[Opening Exercise data section]

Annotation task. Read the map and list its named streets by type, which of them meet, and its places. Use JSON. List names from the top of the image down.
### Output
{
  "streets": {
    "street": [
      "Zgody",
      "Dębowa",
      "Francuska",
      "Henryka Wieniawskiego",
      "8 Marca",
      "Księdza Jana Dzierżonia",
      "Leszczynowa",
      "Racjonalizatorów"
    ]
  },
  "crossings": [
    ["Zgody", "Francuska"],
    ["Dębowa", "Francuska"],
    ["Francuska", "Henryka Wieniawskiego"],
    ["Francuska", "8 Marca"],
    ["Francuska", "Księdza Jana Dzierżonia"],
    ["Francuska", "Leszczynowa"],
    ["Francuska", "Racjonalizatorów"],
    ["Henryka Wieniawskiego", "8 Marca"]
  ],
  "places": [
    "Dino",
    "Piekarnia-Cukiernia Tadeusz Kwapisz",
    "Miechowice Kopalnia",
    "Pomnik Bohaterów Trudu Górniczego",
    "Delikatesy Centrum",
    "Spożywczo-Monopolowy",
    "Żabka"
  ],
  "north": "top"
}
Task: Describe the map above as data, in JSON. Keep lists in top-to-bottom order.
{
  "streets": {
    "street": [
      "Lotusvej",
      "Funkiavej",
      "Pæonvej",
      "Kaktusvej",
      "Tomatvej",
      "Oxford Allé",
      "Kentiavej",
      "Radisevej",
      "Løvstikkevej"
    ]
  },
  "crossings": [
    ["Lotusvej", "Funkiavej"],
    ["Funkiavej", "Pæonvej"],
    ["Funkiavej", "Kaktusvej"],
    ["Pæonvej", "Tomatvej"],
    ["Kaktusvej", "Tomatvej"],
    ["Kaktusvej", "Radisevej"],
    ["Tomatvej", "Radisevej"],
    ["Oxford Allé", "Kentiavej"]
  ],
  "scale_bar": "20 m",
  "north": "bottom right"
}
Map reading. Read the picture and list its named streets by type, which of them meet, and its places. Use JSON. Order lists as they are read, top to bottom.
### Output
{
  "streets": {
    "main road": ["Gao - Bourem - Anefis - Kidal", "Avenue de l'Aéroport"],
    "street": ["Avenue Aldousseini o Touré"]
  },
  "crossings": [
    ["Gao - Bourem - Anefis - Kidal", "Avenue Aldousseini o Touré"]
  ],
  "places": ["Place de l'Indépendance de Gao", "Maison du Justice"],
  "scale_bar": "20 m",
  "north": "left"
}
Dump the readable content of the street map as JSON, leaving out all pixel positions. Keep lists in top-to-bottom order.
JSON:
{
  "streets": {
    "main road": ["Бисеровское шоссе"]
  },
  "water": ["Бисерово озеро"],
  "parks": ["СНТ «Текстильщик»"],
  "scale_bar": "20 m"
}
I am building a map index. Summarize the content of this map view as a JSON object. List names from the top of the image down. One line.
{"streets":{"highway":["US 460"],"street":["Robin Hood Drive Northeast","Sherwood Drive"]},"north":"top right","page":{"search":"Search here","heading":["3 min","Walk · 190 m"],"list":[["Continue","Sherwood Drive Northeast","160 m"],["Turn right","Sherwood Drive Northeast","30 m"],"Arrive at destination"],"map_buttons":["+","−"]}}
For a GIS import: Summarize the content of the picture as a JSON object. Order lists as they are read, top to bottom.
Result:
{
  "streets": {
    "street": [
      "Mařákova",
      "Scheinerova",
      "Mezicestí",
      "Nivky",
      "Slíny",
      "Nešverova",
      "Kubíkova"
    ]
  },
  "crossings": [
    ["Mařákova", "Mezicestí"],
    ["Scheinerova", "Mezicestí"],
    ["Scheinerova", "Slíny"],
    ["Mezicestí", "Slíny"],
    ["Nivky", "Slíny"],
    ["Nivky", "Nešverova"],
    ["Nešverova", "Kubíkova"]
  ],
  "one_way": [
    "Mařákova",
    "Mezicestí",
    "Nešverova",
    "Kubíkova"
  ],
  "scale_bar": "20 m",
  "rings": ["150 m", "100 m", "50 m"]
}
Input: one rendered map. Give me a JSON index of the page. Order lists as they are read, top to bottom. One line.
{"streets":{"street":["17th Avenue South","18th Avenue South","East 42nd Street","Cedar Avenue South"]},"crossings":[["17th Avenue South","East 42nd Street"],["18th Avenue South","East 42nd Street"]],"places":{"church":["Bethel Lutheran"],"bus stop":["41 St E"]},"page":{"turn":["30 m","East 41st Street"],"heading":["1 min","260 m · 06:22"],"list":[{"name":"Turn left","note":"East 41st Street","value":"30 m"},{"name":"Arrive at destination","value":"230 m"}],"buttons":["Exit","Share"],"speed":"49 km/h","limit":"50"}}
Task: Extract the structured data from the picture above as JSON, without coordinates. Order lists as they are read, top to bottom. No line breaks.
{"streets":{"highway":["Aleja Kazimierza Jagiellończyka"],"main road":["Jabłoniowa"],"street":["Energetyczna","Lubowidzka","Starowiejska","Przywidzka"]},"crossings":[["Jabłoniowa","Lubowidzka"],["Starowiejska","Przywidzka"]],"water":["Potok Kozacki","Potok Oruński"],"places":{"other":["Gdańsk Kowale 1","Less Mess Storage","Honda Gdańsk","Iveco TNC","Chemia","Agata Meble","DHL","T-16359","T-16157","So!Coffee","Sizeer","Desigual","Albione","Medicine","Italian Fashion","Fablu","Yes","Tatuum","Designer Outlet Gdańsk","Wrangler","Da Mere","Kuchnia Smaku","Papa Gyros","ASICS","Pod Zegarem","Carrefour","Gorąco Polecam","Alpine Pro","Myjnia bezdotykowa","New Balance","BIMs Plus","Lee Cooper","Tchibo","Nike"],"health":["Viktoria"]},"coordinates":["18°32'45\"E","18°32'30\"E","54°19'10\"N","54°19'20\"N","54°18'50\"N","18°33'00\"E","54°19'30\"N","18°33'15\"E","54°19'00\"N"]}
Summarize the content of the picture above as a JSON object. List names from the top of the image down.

[Closing Exercise data section]

**Problem statement:** Reproduce the entries exactly, each one as given.

**Task output:**
Annotation task. Read the map and list its named streets by type, which of them meet, and its places. Use JSON. List names from the top of the image down.
### Output
{
  "streets": {
    "street": [
      "Zgody",
      "Dębowa",
      "Francuska",
      "Henryka Wieniawskiego",
      "8 Marca",
      "Księdza Jana Dzierżonia",
      "Leszczynowa",
      "Racjonalizatorów"
    ]
  },
  "crossings": [
    ["Zgody", "Francuska"],
    ["Dębowa", "Francuska"],
    ["Francuska", "Henryka Wieniawskiego"],
    ["Francuska", "8 Marca"],
    ["Francuska", "Księdza Jana Dzierżonia"],
    ["Francuska", "Leszczynowa"],
    ["Francuska", "Racjonalizatorów"],
    ["Henryka Wieniawskiego", "8 Marca"]
  ],
  "places": [
    "Dino",
    "Piekarnia-Cukiernia Tadeusz Kwapisz",
    "Miechowice Kopalnia",
    "Pomnik Bohaterów Trudu Górniczego",
    "Delikatesy Centrum",
    "Spożywczo-Monopolowy",
    "Żabka"
  ],
  "north": "top"
}
Task: Describe the map above as data, in JSON. Keep lists in top-to-bottom order.
{
  "streets": {
    "street": [
      "Lotusvej",
      "Funkiavej",
      "Pæonvej",
      "Kaktusvej",
      "Tomatvej",
      "Oxford Allé",
      "Kentiavej",
      "Radisevej",
      "Løvstikkevej"
    ]
  },
  "crossings": [
    ["Lotusvej", "Funkiavej"],
    ["Funkiavej", "Pæonvej"],
    ["Funkiavej", "Kaktusvej"],
    ["Pæonvej", "Tomatvej"],
    ["Kaktusvej", "Tomatvej"],
    ["Kaktusvej", "Radisevej"],
    ["Tomatvej", "Radisevej"],
    ["Oxford Allé", "Kentiavej"]
  ],
  "scale_bar": "20 m",
  "north": "bottom right"
}
Map reading. Read the picture and list its named streets by type, which of them meet, and its places. Use JSON. Order lists as they are read, top to bottom.
### Output
{
  "streets": {
    "main road": ["Gao - Bourem - Anefis - Kidal", "Avenue de l'Aéroport"],
    "street": ["Avenue Aldousseini o Touré"]
  },
  "crossings": [
    ["Gao - Bourem - Anefis - Kidal", "Avenue Aldousseini o Touré"]
  ],
  "places": ["Place de l'Indépendance de Gao", "Maison du Justice"],
  "scale_bar": "20 m",
  "north": "left"
}
Dump the readable content of the street map as JSON, leaving out all pixel positions. Keep lists in top-to-bottom order.
JSON:
{
  "streets": {
    "main road": ["Бисеровское шоссе"]
  },
  "water": ["Бисерово озеро"],
  "parks": ["СНТ «Текстильщик»"],
  "scale_bar": "20 m"
}
I am building a map index. Summarize the content of this map view as a JSON object. List names from the top of the image down. One line.
{"streets":{"highway":["US 460"],"street":["Robin Hood Drive Northeast","Sherwood Drive"]},"north":"top right","page":{"search":"Search here","heading":["3 min","Walk · 190 m"],"list":[["Continue","Sherwood Drive Northeast","160 m"],["Turn right","Sherwood Drive Northeast","30 m"],"Arrive at destination"],"map_buttons":["+","−"]}}
For a GIS import: Summarize the content of the picture as a JSON object. Order lists as they are read, top to bottom.
Result:
{
  "streets": {
    "street": [
      "Mařákova",
      "Scheinerova",
      "Mezicestí",
      "Nivky",
      "Slíny",
      "Nešverova",
      "Kubíkova"
    ]
  },
  "crossings": [
    ["Mařákova", "Mezicestí"],
    ["Scheinerova", "Mezicestí"],
    ["Scheinerova", "Slíny"],
    ["Mezicestí", "Slíny"],
    ["Nivky", "Slíny"],
    ["Nivky", "Nešverova"],
    ["Nešverova", "Kubíkova"]
  ],
  "one_way": [
    "Mařákova",
    "Mezicestí",
    "Nešverova",
    "Kubíkova"
  ],
  "scale_bar": "20 m",
  "rings": ["150 m", "100 m", "50 m"]
}
Input: one rendered map. Give me a JSON index of the page. Order lists as they are read, top to bottom. One line.
{"streets":{"street":["17th Avenue South","18th Avenue South","East 42nd Street","Cedar Avenue South"]},"crossings":[["17th Avenue South","East 42nd Street"],["18th Avenue South","East 42nd Street"]],"places":{"church":["Bethel Lutheran"],"bus stop":["41 St E"]},"page":{"turn":["30 m","East 41st Street"],"heading":["1 min","260 m · 06:22"],"list":[{"name":"Turn left","note":"East 41st Street","value":"30 m"},{"name":"Arrive at destination","value":"230 m"}],"buttons":["Exit","Share"],"speed":"49 km/h","limit":"50"}}
Task: Extract the structured data from the picture above as JSON, without coordinates. Order lists as they are read, top to bottom. No line breaks.
{"streets":{"highway":["Aleja Kazimierza Jagiellończyka"],"main road":["Jabłoniowa"],"street":["Energetyczna","Lubowidzka","Starowiejska","Przywidzka"]},"crossings":[["Jabłoniowa","Lubowidzka"],["Starowiejska","Przywidzka"]],"water":["Potok Kozacki","Potok Oruński"],"places":{"other":["Gdańsk Kowale 1","Less Mess Storage","Honda Gdańsk","Iveco TNC","Chemia","Agata Meble","DHL","T-16359","T-16157","So!Coffee","Sizeer","Desigual","Albione","Medicine","Italian Fashion","Fablu","Yes","Tatuum","Designer Outlet Gdańsk","Wrangler","Da Mere","Kuchnia Smaku","Papa Gyros","ASICS","Pod Zegarem","Carrefour","Gorąco Polecam","Alpine Pro","Myjnia bezdotykowa","New Balance","BIMs Plus","Lee Cooper","Tchibo","Nike"],"health":["Viktoria"]},"coordinates":["18°32'45\"E","18°32'30\"E","54°19'10\"N","54°19'20\"N","54°18'50\"N","18°33'00\"E","54°19'30\"N","18°33'15\"E","54°19'00\"N"]}
Summarize the content of the picture above as a JSON object. List names from the top of the image down.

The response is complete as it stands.